* **Exercise brief**
Whenever a line in the data contains "named", show that line.

* **Records supplied**
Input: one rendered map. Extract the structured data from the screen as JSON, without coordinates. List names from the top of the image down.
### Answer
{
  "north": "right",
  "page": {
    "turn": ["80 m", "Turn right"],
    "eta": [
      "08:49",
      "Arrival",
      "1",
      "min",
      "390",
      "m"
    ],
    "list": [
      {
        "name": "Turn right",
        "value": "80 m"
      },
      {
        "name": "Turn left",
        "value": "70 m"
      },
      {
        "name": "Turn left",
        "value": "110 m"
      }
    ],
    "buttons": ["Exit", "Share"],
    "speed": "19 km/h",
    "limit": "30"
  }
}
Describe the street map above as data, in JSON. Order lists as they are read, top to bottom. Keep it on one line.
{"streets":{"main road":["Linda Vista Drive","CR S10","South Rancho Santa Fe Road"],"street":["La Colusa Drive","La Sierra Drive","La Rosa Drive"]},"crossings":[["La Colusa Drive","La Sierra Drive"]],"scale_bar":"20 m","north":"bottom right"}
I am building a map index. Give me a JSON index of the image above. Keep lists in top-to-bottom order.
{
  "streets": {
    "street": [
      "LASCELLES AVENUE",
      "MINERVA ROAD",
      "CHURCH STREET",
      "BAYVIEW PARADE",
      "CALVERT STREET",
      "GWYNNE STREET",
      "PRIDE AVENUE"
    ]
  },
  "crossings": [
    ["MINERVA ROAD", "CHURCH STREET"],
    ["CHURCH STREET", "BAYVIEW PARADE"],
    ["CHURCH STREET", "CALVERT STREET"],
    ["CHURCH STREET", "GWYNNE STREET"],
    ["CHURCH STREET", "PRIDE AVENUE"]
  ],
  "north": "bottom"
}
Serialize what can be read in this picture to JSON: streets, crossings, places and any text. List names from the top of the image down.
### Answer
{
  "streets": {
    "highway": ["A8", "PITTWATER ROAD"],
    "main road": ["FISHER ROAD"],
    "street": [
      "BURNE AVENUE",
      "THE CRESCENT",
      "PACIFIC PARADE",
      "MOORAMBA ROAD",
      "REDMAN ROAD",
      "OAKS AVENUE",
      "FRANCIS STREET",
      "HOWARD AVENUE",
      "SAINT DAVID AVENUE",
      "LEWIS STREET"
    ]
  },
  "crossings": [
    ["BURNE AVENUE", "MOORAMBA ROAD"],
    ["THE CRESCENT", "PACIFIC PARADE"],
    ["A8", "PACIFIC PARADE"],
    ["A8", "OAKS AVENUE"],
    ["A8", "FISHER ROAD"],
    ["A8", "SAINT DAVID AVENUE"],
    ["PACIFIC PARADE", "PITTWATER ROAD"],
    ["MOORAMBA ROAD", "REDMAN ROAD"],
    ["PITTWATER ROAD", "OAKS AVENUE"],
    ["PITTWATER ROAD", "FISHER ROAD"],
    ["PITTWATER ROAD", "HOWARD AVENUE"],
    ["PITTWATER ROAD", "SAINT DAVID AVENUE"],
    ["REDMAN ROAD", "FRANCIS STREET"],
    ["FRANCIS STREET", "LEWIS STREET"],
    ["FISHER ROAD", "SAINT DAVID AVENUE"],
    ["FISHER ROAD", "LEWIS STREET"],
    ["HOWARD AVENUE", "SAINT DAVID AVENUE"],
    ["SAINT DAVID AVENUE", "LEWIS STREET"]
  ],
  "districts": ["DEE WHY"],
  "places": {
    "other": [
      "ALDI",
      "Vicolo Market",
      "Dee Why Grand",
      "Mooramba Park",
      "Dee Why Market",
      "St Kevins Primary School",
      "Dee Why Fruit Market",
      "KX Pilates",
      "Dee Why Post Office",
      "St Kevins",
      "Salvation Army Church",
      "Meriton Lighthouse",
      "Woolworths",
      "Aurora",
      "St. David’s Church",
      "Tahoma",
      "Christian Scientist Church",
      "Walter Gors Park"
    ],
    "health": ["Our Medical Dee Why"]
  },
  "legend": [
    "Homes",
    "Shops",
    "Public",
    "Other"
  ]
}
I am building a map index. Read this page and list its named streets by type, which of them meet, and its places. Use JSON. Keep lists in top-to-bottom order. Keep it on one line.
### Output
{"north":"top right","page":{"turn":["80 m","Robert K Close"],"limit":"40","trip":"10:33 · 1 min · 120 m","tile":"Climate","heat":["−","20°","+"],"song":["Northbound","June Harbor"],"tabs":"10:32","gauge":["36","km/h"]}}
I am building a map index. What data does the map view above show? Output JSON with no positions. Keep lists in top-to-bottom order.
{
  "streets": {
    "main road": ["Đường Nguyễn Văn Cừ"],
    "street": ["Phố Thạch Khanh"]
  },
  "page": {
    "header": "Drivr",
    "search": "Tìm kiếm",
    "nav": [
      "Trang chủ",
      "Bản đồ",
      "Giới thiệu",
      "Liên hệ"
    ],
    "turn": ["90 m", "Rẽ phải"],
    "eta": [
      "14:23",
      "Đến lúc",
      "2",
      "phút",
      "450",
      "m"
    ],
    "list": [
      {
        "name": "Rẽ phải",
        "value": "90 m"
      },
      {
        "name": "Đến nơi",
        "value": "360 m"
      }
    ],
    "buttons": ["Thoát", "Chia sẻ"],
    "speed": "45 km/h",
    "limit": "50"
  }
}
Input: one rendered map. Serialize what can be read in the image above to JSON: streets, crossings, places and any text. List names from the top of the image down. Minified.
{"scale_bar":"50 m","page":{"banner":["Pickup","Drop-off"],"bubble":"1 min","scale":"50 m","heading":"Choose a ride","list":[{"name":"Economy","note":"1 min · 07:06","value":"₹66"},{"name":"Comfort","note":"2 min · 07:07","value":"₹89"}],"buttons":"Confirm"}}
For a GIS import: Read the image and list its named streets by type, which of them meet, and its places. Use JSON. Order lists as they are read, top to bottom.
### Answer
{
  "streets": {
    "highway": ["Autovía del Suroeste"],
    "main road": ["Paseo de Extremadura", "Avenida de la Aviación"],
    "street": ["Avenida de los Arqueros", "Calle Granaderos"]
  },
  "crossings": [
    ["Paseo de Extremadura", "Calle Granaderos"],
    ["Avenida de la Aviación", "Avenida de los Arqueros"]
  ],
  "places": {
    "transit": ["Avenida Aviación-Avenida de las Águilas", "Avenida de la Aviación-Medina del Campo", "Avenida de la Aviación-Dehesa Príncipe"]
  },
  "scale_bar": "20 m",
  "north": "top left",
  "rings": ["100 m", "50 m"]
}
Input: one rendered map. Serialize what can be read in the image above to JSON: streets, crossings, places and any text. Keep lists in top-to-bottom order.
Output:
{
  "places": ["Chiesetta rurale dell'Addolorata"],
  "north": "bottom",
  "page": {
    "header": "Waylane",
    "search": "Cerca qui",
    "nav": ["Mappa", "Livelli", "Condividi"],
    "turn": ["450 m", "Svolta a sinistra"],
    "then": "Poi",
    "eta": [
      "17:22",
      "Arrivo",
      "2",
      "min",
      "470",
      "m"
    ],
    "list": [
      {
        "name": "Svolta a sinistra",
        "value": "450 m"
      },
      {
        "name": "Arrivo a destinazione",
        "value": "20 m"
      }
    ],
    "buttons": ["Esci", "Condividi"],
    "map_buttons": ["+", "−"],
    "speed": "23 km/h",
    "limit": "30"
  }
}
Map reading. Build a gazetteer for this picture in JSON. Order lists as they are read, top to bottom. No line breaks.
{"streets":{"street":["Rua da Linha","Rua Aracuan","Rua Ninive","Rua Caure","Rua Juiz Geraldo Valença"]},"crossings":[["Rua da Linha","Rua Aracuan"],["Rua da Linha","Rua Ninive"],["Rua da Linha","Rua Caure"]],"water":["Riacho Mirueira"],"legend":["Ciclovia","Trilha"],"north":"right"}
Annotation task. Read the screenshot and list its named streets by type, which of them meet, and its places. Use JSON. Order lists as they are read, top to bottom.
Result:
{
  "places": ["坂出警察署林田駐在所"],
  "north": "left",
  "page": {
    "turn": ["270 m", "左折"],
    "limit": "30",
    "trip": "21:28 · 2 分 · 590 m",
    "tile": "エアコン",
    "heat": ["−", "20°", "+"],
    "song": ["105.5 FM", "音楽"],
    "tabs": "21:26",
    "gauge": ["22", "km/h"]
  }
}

* **Output for this exercise**
I am building a map index. Read this page and list its named streets by type, which of them meet, and its places. Use JSON. Keep lists in top-to-bottom order. Keep it on one line.
For a GIS import: Read the image and list its named streets by type, which of them meet, and its places. Use JSON. Order lists as they are read, top to bottom.
Annotation task. Read the screenshot and list its named streets by type, which of them meet, and its places. Use JSON. Order lists as they are read, top to bottom.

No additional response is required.